[Exercise]: In the entries below, filter for the word "Pearl" and copy every matching line.

Information Start Marker

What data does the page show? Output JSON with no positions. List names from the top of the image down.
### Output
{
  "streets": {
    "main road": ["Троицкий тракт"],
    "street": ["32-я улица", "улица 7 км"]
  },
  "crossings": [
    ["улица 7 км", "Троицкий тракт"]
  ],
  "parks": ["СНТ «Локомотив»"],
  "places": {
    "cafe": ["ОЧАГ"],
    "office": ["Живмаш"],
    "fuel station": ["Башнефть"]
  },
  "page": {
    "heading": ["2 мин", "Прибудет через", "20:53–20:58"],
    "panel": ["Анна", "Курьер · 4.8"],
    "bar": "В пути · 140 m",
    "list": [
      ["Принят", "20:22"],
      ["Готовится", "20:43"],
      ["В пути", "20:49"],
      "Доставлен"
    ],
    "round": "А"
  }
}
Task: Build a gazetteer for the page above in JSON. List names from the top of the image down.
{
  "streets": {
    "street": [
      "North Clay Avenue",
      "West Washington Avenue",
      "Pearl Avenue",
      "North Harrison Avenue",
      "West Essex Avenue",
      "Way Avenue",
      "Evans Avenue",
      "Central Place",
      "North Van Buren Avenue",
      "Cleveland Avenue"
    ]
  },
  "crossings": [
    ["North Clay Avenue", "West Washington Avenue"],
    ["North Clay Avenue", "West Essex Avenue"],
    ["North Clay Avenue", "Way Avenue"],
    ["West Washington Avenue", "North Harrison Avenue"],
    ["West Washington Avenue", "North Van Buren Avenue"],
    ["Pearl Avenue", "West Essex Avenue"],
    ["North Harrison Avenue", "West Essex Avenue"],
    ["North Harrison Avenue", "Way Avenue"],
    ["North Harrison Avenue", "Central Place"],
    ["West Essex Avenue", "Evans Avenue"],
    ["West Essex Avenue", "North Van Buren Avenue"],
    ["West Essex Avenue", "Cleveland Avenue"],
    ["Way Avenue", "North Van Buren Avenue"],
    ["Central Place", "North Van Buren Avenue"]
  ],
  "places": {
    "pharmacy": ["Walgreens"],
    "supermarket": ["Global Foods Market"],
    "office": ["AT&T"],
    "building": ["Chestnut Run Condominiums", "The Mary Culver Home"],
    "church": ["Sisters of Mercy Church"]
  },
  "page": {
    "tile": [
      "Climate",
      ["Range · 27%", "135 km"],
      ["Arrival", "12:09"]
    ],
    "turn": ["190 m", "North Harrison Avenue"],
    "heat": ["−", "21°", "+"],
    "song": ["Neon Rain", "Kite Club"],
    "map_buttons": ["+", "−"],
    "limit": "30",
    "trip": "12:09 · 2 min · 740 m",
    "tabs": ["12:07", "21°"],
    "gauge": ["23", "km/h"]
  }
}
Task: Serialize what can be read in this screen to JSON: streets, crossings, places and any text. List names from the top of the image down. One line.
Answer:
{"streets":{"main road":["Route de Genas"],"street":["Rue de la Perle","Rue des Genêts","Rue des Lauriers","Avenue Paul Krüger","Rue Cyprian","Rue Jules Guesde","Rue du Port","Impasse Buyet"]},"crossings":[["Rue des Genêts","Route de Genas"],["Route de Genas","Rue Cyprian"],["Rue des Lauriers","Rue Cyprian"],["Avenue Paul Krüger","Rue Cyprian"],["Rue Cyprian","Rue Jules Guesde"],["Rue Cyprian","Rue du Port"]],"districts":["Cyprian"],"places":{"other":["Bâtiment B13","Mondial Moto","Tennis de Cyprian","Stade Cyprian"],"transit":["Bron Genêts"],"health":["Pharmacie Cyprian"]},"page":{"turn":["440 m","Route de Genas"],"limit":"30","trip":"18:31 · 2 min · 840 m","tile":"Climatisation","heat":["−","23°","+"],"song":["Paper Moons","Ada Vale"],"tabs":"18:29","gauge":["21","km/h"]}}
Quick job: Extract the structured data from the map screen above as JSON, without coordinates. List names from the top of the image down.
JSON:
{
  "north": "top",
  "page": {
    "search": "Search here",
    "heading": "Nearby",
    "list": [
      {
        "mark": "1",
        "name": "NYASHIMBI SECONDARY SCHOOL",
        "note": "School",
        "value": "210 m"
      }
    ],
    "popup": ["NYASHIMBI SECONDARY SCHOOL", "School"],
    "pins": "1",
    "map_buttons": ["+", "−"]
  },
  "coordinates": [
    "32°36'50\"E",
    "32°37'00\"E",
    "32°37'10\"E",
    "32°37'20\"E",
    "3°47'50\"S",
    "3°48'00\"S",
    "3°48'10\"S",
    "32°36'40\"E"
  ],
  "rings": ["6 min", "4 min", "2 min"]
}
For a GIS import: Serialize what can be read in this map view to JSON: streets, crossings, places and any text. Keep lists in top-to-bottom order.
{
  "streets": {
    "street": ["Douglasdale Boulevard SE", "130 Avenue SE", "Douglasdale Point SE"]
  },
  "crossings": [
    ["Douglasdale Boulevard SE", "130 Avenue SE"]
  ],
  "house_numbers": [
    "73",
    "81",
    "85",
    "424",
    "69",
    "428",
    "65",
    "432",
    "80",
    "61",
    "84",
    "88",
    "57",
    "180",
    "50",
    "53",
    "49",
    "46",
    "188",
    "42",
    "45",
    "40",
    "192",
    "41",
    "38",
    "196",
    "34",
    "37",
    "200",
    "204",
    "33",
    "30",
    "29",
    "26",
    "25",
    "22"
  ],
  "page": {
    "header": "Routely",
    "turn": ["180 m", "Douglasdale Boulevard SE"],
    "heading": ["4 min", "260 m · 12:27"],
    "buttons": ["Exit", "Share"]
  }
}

Information End Marker

[Answer to the exercise]:
      "Pearl Avenue",
    ["Pearl Avenue", "West Essex Avenue"],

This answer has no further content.